The storm, which is a category 5, has already sustained winds of more than 185mph and has sparked mass evacuations.
Storms that are ranked as category 5 are the rarest but also the deadliest, bringing strong winds, storm surges and extreme flooding. Hurricane Harvey, which killed dozens and caused widespread flooding in Texas two weeks ago, was a category 4.
Irma has already hit Antigua and Barbuda and is expected to slowly make its way northwest towards the United States.
But for those areas that are in the way of Irma, the potential for lasting damage has increased due to the slow nature of the hurricane which is moving at just 15mph.

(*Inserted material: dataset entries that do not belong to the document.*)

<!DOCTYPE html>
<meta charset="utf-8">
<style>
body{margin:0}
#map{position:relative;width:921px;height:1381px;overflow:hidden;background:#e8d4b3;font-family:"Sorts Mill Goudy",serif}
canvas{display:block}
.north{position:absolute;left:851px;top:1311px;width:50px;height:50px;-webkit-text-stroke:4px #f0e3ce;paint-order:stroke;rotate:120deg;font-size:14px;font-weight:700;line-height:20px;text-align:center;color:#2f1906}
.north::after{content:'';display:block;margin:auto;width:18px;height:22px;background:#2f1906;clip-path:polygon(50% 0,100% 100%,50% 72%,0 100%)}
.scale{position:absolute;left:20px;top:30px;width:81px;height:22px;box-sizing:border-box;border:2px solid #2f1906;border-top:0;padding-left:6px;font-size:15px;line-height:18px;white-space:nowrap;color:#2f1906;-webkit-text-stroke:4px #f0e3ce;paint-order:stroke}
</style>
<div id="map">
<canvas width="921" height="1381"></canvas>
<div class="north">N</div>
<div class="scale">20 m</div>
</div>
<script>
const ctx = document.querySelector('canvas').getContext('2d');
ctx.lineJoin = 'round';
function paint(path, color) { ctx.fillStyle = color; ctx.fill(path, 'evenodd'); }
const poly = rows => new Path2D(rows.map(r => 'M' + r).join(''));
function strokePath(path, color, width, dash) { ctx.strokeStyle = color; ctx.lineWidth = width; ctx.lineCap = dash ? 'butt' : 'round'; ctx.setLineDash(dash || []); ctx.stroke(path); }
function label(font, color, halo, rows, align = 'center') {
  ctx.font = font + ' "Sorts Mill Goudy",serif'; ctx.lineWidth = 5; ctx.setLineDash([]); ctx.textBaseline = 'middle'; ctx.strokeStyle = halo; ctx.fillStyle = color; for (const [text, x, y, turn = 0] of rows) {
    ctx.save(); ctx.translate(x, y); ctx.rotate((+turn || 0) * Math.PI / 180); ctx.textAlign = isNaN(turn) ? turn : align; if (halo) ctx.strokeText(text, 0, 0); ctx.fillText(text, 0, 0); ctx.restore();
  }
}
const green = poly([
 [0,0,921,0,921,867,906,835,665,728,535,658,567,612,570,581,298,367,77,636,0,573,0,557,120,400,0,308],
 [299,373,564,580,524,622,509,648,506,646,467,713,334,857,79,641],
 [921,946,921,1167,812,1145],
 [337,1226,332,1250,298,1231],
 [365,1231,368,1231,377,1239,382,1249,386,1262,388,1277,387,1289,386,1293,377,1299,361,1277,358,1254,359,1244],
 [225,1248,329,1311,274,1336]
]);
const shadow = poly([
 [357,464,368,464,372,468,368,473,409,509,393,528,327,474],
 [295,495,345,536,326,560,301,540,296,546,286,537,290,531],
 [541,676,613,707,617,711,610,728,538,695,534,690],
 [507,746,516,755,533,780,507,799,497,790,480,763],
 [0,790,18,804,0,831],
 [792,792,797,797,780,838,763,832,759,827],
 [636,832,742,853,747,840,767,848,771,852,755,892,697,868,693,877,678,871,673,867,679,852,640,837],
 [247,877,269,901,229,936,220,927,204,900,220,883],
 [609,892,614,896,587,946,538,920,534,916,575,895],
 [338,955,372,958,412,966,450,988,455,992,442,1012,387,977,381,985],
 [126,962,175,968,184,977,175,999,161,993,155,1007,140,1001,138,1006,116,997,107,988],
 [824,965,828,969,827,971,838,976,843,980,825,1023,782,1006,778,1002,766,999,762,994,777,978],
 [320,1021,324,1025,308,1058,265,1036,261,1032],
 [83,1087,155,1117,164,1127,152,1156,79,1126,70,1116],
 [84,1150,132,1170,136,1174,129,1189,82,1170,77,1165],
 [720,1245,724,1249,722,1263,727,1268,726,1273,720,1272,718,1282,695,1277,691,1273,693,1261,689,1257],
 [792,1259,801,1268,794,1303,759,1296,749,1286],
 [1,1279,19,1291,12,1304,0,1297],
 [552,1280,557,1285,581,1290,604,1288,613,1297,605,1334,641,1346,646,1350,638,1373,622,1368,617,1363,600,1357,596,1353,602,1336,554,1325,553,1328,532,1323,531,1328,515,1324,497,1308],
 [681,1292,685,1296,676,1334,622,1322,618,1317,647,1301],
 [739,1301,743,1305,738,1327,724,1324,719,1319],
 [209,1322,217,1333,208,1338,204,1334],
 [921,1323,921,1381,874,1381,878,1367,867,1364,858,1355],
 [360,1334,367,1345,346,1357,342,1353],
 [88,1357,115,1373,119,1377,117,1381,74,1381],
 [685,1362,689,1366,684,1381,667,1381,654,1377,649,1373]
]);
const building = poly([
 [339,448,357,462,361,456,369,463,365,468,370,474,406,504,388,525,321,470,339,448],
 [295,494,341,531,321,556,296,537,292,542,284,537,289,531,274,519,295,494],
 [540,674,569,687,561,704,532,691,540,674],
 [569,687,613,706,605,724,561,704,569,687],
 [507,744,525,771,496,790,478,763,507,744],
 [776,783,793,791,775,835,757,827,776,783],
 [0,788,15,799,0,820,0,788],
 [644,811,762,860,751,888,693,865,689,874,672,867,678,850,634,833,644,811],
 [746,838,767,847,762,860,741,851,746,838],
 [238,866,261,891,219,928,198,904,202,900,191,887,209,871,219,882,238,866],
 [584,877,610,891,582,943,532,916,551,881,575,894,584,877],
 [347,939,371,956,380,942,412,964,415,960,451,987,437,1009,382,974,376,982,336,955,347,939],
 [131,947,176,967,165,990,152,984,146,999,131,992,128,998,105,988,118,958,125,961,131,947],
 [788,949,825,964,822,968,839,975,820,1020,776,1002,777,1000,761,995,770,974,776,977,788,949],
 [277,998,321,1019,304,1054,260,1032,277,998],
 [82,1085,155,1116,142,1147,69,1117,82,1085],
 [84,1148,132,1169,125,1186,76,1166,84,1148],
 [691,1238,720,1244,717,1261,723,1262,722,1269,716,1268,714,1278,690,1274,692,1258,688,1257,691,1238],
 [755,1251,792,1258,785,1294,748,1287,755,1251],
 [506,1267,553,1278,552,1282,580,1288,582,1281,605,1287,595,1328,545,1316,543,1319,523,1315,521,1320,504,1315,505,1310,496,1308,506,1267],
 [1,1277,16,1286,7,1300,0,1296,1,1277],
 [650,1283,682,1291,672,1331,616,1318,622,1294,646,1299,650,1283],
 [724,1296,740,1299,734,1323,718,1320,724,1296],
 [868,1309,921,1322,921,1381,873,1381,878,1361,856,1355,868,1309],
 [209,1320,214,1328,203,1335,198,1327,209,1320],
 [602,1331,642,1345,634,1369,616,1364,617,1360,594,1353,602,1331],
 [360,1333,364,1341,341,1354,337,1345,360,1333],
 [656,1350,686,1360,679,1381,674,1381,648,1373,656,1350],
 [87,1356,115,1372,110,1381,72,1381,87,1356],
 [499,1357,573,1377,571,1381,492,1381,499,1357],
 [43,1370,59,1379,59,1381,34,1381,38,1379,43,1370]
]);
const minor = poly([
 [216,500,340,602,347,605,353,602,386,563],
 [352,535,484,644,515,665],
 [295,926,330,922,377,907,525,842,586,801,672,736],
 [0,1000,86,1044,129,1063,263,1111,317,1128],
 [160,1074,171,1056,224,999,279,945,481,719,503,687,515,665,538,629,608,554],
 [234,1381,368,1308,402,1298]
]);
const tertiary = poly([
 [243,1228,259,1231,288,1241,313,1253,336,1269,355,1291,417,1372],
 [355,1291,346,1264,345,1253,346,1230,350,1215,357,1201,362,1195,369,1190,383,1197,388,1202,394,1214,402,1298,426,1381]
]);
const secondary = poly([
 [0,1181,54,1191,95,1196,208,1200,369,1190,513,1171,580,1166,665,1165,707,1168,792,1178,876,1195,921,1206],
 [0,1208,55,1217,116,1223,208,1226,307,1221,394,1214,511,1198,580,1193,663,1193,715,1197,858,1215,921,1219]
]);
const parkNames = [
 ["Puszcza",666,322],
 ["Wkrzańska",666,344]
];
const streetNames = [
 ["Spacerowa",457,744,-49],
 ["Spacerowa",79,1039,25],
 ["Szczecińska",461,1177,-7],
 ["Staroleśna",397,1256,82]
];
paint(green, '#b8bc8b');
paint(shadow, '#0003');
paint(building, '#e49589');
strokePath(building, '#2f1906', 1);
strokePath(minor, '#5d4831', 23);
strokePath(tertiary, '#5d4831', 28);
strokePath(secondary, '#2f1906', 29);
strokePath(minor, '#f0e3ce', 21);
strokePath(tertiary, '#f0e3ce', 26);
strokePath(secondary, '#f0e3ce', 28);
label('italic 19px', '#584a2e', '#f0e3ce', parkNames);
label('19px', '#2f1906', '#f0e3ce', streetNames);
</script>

Estimated Hurricane Irma timeline (All times AST (Atlantic Standard Time):
- Wednesday- 2am- Antigua and Barbuda
- Thursday- 2am- Puerto Rico
- Friday- 1am- Haiti and the Dominican Republic
- Saturday- 12am- Cuba
- Sunday- 2am- Florida, USA
Hurricanes and storms tend to ease as they head over cooler areas and land, but the warmer than usual warmer waters have fuelled Irma, helping the storm to maintain strong winds.
Donald Trump has declared a state of emergency in Florida, Puerto and the US Virgin Islands with mandatory evacuations currently underway in parts of Miami-Dade.
The storm overnight began to hit eastern Caribbean islands including Dominica and Guadeloupe, and is currently progressing over Antigua and Barbuda.
In Antigua and Barbuda, islanders have boarded up homes and taken shelter as the storm strikes.
An anemometer that was measuring winds in Barbuda reached 155mph before it was ripped away from a weather centre.
Some on the island have reported that the storm has quietened down, though this is most likely due to the eye of the storm passing over the area.
But with power down in much of the island, communication has been limited.
At over 400 miles wide, Irma dwarfs Barbuda which is around 10 miles wide.
Many buildings on the islands are not built on concrete foundations and most have wooden roofs that are highly susceptible to wind damage.
St Kitts and Nevis is next to be hit by the storm with many already indoors and in shelters.
Prime Minister Timothy Harris urged the public to remain indoors as the "extremely dangerous" storm passes over the island.
Meanwhile in the Bahamas, which is due to be in in the next 24-48 hours, officials have ordered the largest hurricane evacuation in the history of the island.
Prime Minister Hubert Minnis warned that emergency services may not be able to reach those who are caught up in the heart of the storm when it strikes.